In summary, based on the potential analytical fallacies that are of concern in earlier GT studies, our current study aimed to identify symptom keywords in GT trends that could be used as a predictive measure for future weekly COVID-19 positivity trends by applying more statistically favorable methods. However, the current analysis showed that the number of search keywords that are truly associated with weekly COVID-19 positivity trends may be smaller than reported in earlier studies using a simple Pearson/Spearman correlation, of which the degree depends on the region. In addition, even the GT trends of most reliable anosmia-related keywords were actually a strong reflection of its media coverage (at least in Japan). These results suggest that many of the search keywords reported as candidate predictive measures in earlier GT studies may actually turn out to be false-positive. In other words, the potential candidate keywords listed in the earlier GT-based COVID-19 infodemiological studies are not always reliably usable as true predictive measures. We need to be careful when interpreting published study results as the utility of Google Trends for studying COVID-19 epidemiology may be more limited than previously expected.
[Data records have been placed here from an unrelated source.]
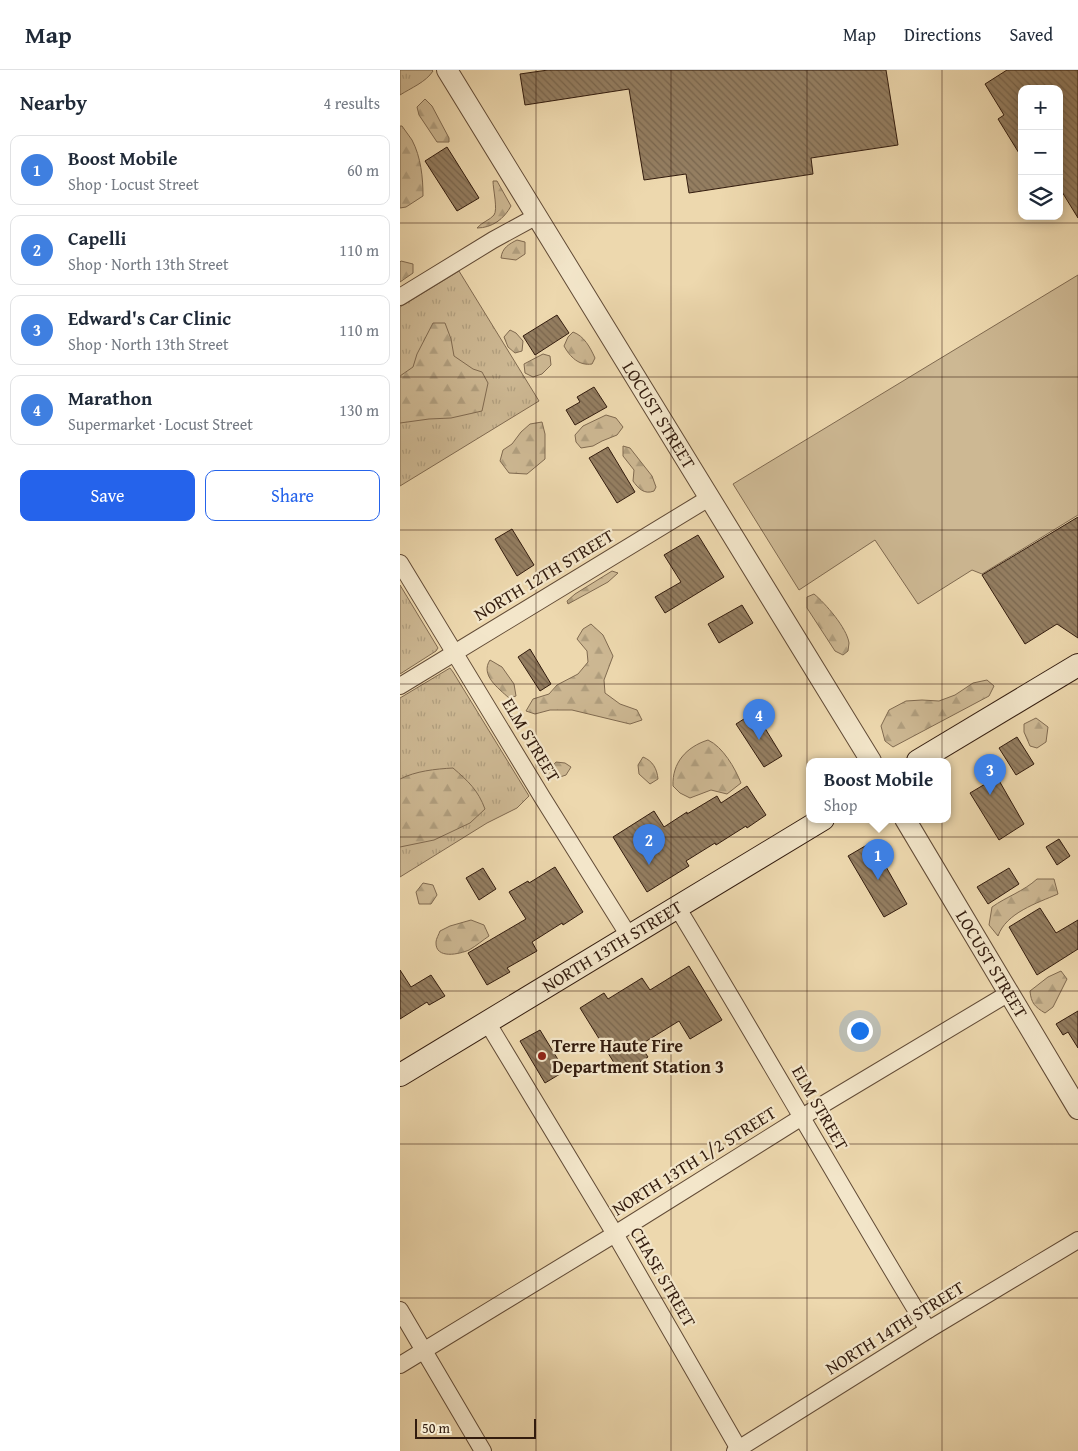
<!DOCTYPE html>
<html lang="en">
<head>
<meta charset="utf-8">
<style>
	body { margin:0; font-family:"Gentium Book Plus",serif; background:#f6f6f7; color:#1f2937 }
	.controls { position:absolute; right:15px; top:15px; display:grid; overflow:hidden; border-radius:10px; box-shadow:0 2px 12px #0003 }
	.controls button { width:45px; height:45px; display:grid; place-items:center; padding:0; border:0; border-bottom:1px solid #e0e1e3; background:#fff; color:#1f2937; font:25px sans-serif }
	.scale { position:absolute; left:15px; bottom:12px; width:121px; box-sizing:border-box; padding-left:5px; border:2px solid #331c0e; border-top:0; font-size:14px; line-height:18px; white-space:nowrap; color:#331c0e; -webkit-text-stroke:4px #f3e6ca; paint-order:stroke }
	.you { position:absolute; left:459px; top:960px; width:18px; height:18px; margin:-12px; border:4px solid #fff; border-radius:50%; background:#1a73e8; box-shadow:0 0 0 8px #1a73e833 }
	.badge { display:grid; place-items:center; width:32px; height:32px; border-radius:50%; background:#2563eb; color:#fff; font-size:16px; font-weight:700 }
	.pin { position:absolute; translate:-50% -41px; filter:drop-shadow(0 1px 2px #0008) }
	.pin::after { content:''; position:absolute; top:26px; width:18px; height:15px; background:inherit; clip-path:polygon(0 0,100% 0,50% 100%) }
	.popup { position:absolute; left:406px; top:688px; width:145px; height:65px; box-sizing:border-box; display:grid; place-content:center; border-radius:10px; background:#fff; filter:drop-shadow(0 1px 4px #0005); font-size:16px; white-space:nowrap; color:#747a83 }
	.popup b { font-size:19px; color:#1f2937 }
	.popup::after { content:''; position:absolute; left:50%; top:100%; margin-left:-10px; border:10px solid transparent; border-top-color:#fff }
	.list { margin:0; padding:0; list-style:none }
	h2 { display:flex; justify-content:space-between; align-items:center; height:65px; margin:0; padding:0 20px; font-size:21px }
	h2 small { font-size:16px; font-weight:400; color:#747a83 }
	.list li { display:grid; grid-template-columns:32px 1fr auto; gap:15px; align-items:center; box-sizing:border-box; height:70px; margin:0 10px 10px; padding:0 10px; border:1px solid #e0e1e3; border-radius:10px }
	.list b { display:block; font-size:19px; white-space:nowrap }
	.list p { margin:0; font-size:16px; white-space:nowrap; color:#747a83 }
	.list em { font-size:16px; font-style:normal; color:#747a83 }
	.actions { display:flex; gap:10px; padding:15px 20px }
	.actions a { flex:1; padding:11px 0; border:1px solid #2563eb; border-radius:10px; text-align:center; font-size:18px; color:#2563eb }
	.actions .main { background:#2563eb; color:#fff }
	.icon { flex:none; width:28px; height:28px; fill:none; stroke:currentColor; stroke-width:2; stroke-linecap:round; stroke-linejoin:round }
	.map { position:relative; flex:none; width:678px; height:1381px; overflow:hidden }
	header { display:flex; align-items:center; gap:30px; box-sizing:border-box; height:70px; padding:0 25px; background:#fff; border-bottom:1px solid #e0e1e3 }
	header strong { font-size:24px }
	nav { display:flex; gap:28px; margin-inline-start:auto; font-size:18px }
	main { display:flex }
	aside { flex:1; background:#fff }
	.map>svg:first-child { display:block }
</style>
</head>
<body>
<header>
<strong>Map</strong>
<nav><a>Map</a><a>Directions</a><a>Saved</a></nav>
</header>
<main>
<aside>
<h2>Nearby<small>4 results</small></h2>
<ul class="list">
<li><span class="badge" style="background:#3f7fe0">1</span><div><b>Boost Mobile</b><p>Shop · Locust Street</p></div><em>60 m</em></li>
<li><span class="badge" style="background:#3f7fe0">2</span><div><b>Capelli</b><p>Shop · North 13th Street</p></div><em>110 m</em></li>
<li><span class="badge" style="background:#3f7fe0">3</span><div><b>Edward's Car Clinic</b><p>Shop · North 13th Street</p></div><em>110 m</em></li>
<li><span class="badge" style="background:#3f7fe0">4</span><div><b>Marathon</b><p>Supermarket · Locust Street</p></div><em>130 m</em></li>
</ul>
<div class="actions"><a class="main">Save</a><a>Share</a></div>
</aside>
<div class="map">
<svg width="678" height="1381" viewBox="0 0 678 1381">
	<defs>
		<pattern id="grass-tufts" width="24" height="20" patternUnits="userSpaceOnUse" patternTransform="scale(1.25)"><rect width="24" height="20" fill="#cdb893"/><path d="M3 7l-1-3M5 7V3M7 7l1-3M15 17l-1-3M17 17v-4M19 17l1-3" fill="none" stroke="#b09e7e"/></pattern>
		<pattern id="forest-firs" width="22" height="20" patternUnits="userSpaceOnUse" patternTransform="scale(1.25)"><rect width="22" height="20" fill="#cdb893"/><path d="M5 1l3.5 6h-7zM16 11l3.5 6h-7z" fill="#b09e7e"/></pattern>
		<pattern id="building-back-hatch" width="6" height="6" patternUnits="userSpaceOnUse" patternTransform="scale(1.25)"><rect width="6" height="6" fill="#947e61"/><path d="M-1 5l2 2M0 0l6 6M5-1l2 2" fill="none" stroke="#79664e"/></pattern>
	</defs>
	<rect width="100%" height="100%" fill="#edd8ae"/>
	<filter id="stains"><feTurbulence type="fractalNoise" baseFrequency=".004" numOctaves="4"/><feColorMatrix values="0 0 0 0 .2 0 0 0 0 .09 0 0 0 0 .02 0 0 0 .5 -.17"/></filter>
	<radialGradient id="worn" r=".72"><stop offset=".6" stop-color="#630" stop-opacity="0"/><stop offset="1" stop-color="#630" stop-opacity=".3"/></radialGradient>
	<g fill="url(#grass-tufts)" stroke="#806a50">
		<path d="M0,0H32L33,1C26,12 11,18 0,25Z"/>
		<path d="M59,201L139,331L0,416V237Z"/>
		<path d="M0,515L38,578L36,581L0,604Z"/>
		<path d="M50,598L53,602L129,726L117,738L87,753L0,807V628Z"/>
	</g>
	<g fill="url(#forest-firs)" stroke="#806a50">
		<path d="M25,29L32,36L49,68V72H37L19,45L17,37Z"/>
		<path d="M0,56H2C5,61 9,65 12,70C21,87 23,108 23,126L6,137L0,138Z"/>
		<path d="M93,111H97L111,136C104,149 92,158 77,158C82,152 90,150 94,145C98,140 93,119 93,111Z"/>
		<path d="M117,170L125,172V184L116,190L101,188C102,178 109,174 117,170Z"/>
		<path d="M1,191L13,194V203L0,212V192Z"/>
		<path d="M33,253H45L51,269L54,286L73,299L82,302L88,313L82,341L51,348L29,349L0,353V306L13,297L17,284Z"/>
		<path d="M110,260L116,263L123,271L122,281L115,283L108,277L104,267Z"/>
		<path d="M173,262C184,266 190,277 195,288L192,294C179,296 170,287 164,276L168,267Z"/>
		<path d="M143,284L150,286L151,295L142,304L133,307L125,303L124,294Z"/>
		<path d="M206,345L216,348L223,357L217,365L202,371L193,376L181,378L176,372L175,365L183,356Z"/>
		<path d="M142,352L145,364V389L127,404L109,403L100,391L103,380L112,374L121,362L130,354Z"/>
		<path d="M223,376L230,378L252,406L256,417L254,421C244,425 238,418 233,411L234,400L223,386Z"/>
		<path d="M212,501L218,503L208,512L168,534L167,531L175,524Z"/>
		<path d="M414,524C425,533 447,558 449,573C449,576 448,578 448,581L443,585L435,581L407,538V527Z"/>
		<path d="M191,554L203,565L213,586L204,610L205,623L220,634L237,640L242,650L230,654L172,640H150L135,644L126,641L133,629L149,624L157,615L178,604L188,592L187,581L177,569L183,559Z"/>
		<path d="M90,590L102,597L114,614L116,626L109,628C98,618 80,605 90,590Z"/>
		<path d="M587,610L594,616L589,626L493,677L485,671L481,656L489,640L506,631L522,630L539,631L555,625L573,613Z"/>
		<path d="M636,648L648,657L646,672L637,678L630,676L624,662V654Z"/>
		<path d="M308,670C323,677 335,698 341,713L327,724L311,720L290,728L280,723L273,716C272,693 286,677 308,670Z"/>
		<path d="M243,687C253,691 257,699 258,709L250,714L239,704L238,695Z"/>
		<path d="M156,692L165,693L171,697L166,705L157,708L150,706L147,702Z"/>
		<path d="M53,698C68,711 78,720 85,739L70,753L34,770L0,777V709C16,701 35,699 53,698Z"/>
		<path d="M637,809H654L658,824C637,833 606,843 598,866L589,855L592,837C606,827 624,821 637,809Z"/>
		<path d="M23,813L33,815L37,825L31,834H19L16,822Z"/>
		<path d="M71,850L84,855L89,866C83,870 76,876 69,880C60,884 35,890 36,872C36,869 39,864 40,861L50,856Z"/>
		<path d="M661,901L667,909L653,937L645,943C635,937 631,933 630,921L648,907Z"/>
	</g>
	<path fill="#cdb893" stroke="#806a50" d="M678,205V445L582,504L572,500L518,534L475,470L399,520L333,414Z"/>
	<g fill="url(#building-back-hatch)" stroke="#331c0e">
		<path d="M148,0H486L498,75L411,88L413,104L289,123L286,104L244,110L229,19L125,35L120,4Z"/>
		<path d="M607,0H678V148L659,117V19H622V88L598,49L604,45L585,14Z"/>
		<path d="M47,77L79,128L57,141L25,91Z"/>
		<path d="M157,245L169,263L135,285L123,266Z"/>
		<path d="M194,317L207,337L175,355L166,340L180,332L177,327Z"/>
		<path d="M208,377L235,422L217,433L189,388Z"/>
		<path d="M678,447V568L657,554L625,574L582,505Z"/>
		<path d="M112,459L134,495L117,506L95,469Z"/>
		<path d="M298,465L324,507L265,543L255,527L281,512L264,485Z"/>
		<path d="M342,535L353,553L319,573L308,554Z"/>
		<path d="M130,579L151,614L140,621L118,587Z"/>
		<path d="M355,642L382,686L364,697L336,654Z"/>
		<path d="M617,667L634,694L616,705L599,678Z"/>
		<path d="M597,707L624,754L599,770L570,723Z"/>
		<path d="M347,716L366,745L347,758L346,756L316,775L315,773L286,791L289,796L247,822L213,767L254,741L264,757L287,742V744L317,726L321,733Z"/>
		<path d="M659,769L670,786L657,795L646,777Z"/>
		<path d="M472,772L507,834L484,847L448,786Z"/>
		<path d="M155,797L183,842L163,855L162,853L132,872L137,881L107,898L110,902L87,915L68,883L126,849L109,822L128,811L129,813Z"/>
		<path d="M83,798L96,819L79,830L66,808Z"/>
		<path d="M609,798L619,814L588,834L577,817Z"/>
		<path d="M640,838L656,863L678,850V879L637,905L609,857Z"/>
		<path d="M289,896L322,950L290,969L279,951L240,975L248,987L221,1004L180,938L204,923L208,929L242,908L250,920Z"/>
		<path d="M0,900L11,917L31,905L45,926L29,935L27,932L0,949Z"/>
		<path d="M678,941V978L668,962L663,965L656,954Z"/>
		<path d="M140,960L165,1001L145,1013L120,971Z"/>
	</g>
	<g fill="none" stroke-linecap="round" stroke-linejoin="round">
		<defs>
			<g id="minor">
				<path d="M0,227L93,170L137,146"/>
				<path d="M0,493L142,727L229,866"/>
				<path d="M0,616L309,428"/>
				<path d="M277,837C362,977 443,1120 528,1260"/>
				<path d="M87,952L215,1164L340,1381"/>
				<path d="M0,1240L83,1381"/>
				<path d="M0,1295L215,1164L402,1047L609,923"/>
				<path d="M335,1381L528,1260L678,1170"/>
			</g>
			<g id="tertiary">
				<path id="s1" d="M47,0L471,691"/>
				<path id="s2" d="M505,749L678,1039"/>
			</g>
			<g id="secondary">
				<path d="M518,691L678,595"/>
				<path id="s3" d="M0,1005L423,749"/>
			</g>
		</defs>
		<use href="#minor" stroke="#624b36" stroke-width="18"/>
		<use href="#tertiary" stroke="#624b36" stroke-width="22"/>
		<use href="#secondary" stroke="#331c0e" stroke-width="24"/>
		<use href="#minor" stroke="#f3e6ca" stroke-width="16"/>
		<use href="#tertiary" stroke="#f3e6ca" stroke-width="20"/>
		<use href="#secondary" stroke="#f3e6ca" stroke-width="22"/>
	</g>
	<path fill="none" stroke="#331c0e" stroke-width="1" stroke-opacity="0.55" d="M136,0V1381M271,0V1381M407,0V1381M542,0V1381M0,153H678M0,307H678M0,460H678M0,614H678M0,767H678M0,921H678M0,1074H678M0,1228H678"/>
	<circle fill="#8f2418" stroke="#f3e6ca" stroke-width="2" cx="142" cy="986" r="5"/>
	<g text-anchor="middle" stroke-width="4.5" stroke-linejoin="round" paint-order="stroke">
		<g font-size="18" fill="#331c0e" stroke="#f3e6ca">
			<text dy="6" stroke="none"><textPath href="#s1" startOffset="405">LOCUST STREET</textPath></text>
			<text transform="translate(144 505) rotate(-31)" y="6">NORTH 12TH STREET</text>
			<text transform="translate(131 670) rotate(59)" y="6">ELM STREET</text>
			<text dy="6" stroke="none"><textPath href="#s3" startOffset="248">NORTH 13TH STREET</textPath></text>
			<text dy="6" stroke="none"><textPath href="#s2" startOffset="169">LOCUST STREET</textPath></text>
			<text transform="translate(420 1038) rotate(60)" y="6">ELM STREET</text>
			<text transform="translate(294 1091) rotate(-32)" y="6">NORTH 13TH 1/2 STREET</text>
			<text transform="translate(263 1207) rotate(60)" y="6">CHASE STREET</text>
			<text transform="translate(495 1258) rotate(-32)" y="6">NORTH 14TH STREET</text>
		</g>
		<g font-size="18" font-weight="bold" fill="#331c0e" stroke="#f3e6ca" text-anchor="start">
			<text x="152" y="982">Terre Haute Fire<tspan x="152" dy="21">Department Station 3</tspan></text>
		</g>
	</g>
	<rect width="100%" height="100%" filter="url(#stains)"/>
	<rect width="100%" height="100%" fill="url(#worn)"/>
</svg>
<div class="controls">
<button>+</button>
<button>−</button>
<button><svg class="icon" aria-label="layers" viewBox="0 0 24 24"><path d="M12 4l9 5-9 5-9-5zM3 14l9 5 9-5"/></svg></button>
</div>
<div class="scale">50 m</div>
<div class="you"></div>
<div class="pin badge" style="left:478px;top:810px;background:#3f7fe0">1</div>
<div class="popup"><b>Boost Mobile</b>Shop</div>
<div class="pin badge" style="left:249px;top:795px;background:#3f7fe0">2</div>
<div class="pin badge" style="left:590px;top:725px;background:#3f7fe0">3</div>
<div class="pin badge" style="left:359px;top:670px;background:#3f7fe0">4</div>
</div>
</main>
</body>
</html>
The major strength of our study is its statistically favorable approach with a longer period of included observations. For example, our results evaluating the trend in media coverage of the “loss of smell” keyword is partly consistent with a few of the earlier studies [7, 9]. However, in previous studies, the potential effect of media coverage was not evaluated in a statistically favorable manner, and the association between GT trends and weekly COVID positivity trends had been evaluated in an inappropriate way (i.e., Pearson correlation). Moreover, earlier GT studies did not always examine many symptom keywords related to COVID-19 comprehensively as in our study, so that selection bias cannot be excluded. In contrast, our approach of narrowing down the candidate keywords to adjust for their media coverage was data-driven with a smaller risk of bias in keyword selection. In addition, because our study included a longer period of data (up until October 2020) than most of the earlier GT-based COVID-19 studies, which only included serial data within the first wave (e.g., up until July 2020 in the United States and Japan), lessons based on our results may have higher applicability to the second or later waves of weekly COVID-19 positivity trends.
Our study has some limitations. For example, in the VAR model, the effect of each variable is assumed to be fixed throughout the reviewed period, which may not always be true because the public interest and attitude toward COVID-19 could vary over time [21]. This can be suspected by the decreased peak of GT trend for the “COVID” keyword in the second wave (Fig. 2, in Australia, Japan, and the United States). In that sense, the VAR-model used in this study may not always be statistically robust to identify the true predictor of symptom search keywords, although it is still more favorable than using mere Pearson or Spearman’ correlation so far. In future studies, state space modeling [22] to incorporate potentially time-varying effects may be useful to overcome the potential weakness of the VAR model, especially when the included period becomes so long. In addition, the keywords’ media coverage was adjusted only in Japanese regional data, which makes the obtained results slightly less generalizable to other countries. The Nikkei telecom we used for media review would not cover all potentially influencing media such as TV talk shows, or social media (e.g., Twitter [23] or Instagram [24]).
To conclude, our current results using a more statistically favorable approach suggest that many of the search keywords identified as candidate predictive measures in earlier GT studies have the potential risk of false positives, and that we need to be careful in interpreting the earlier GT-based COVID-19 study results.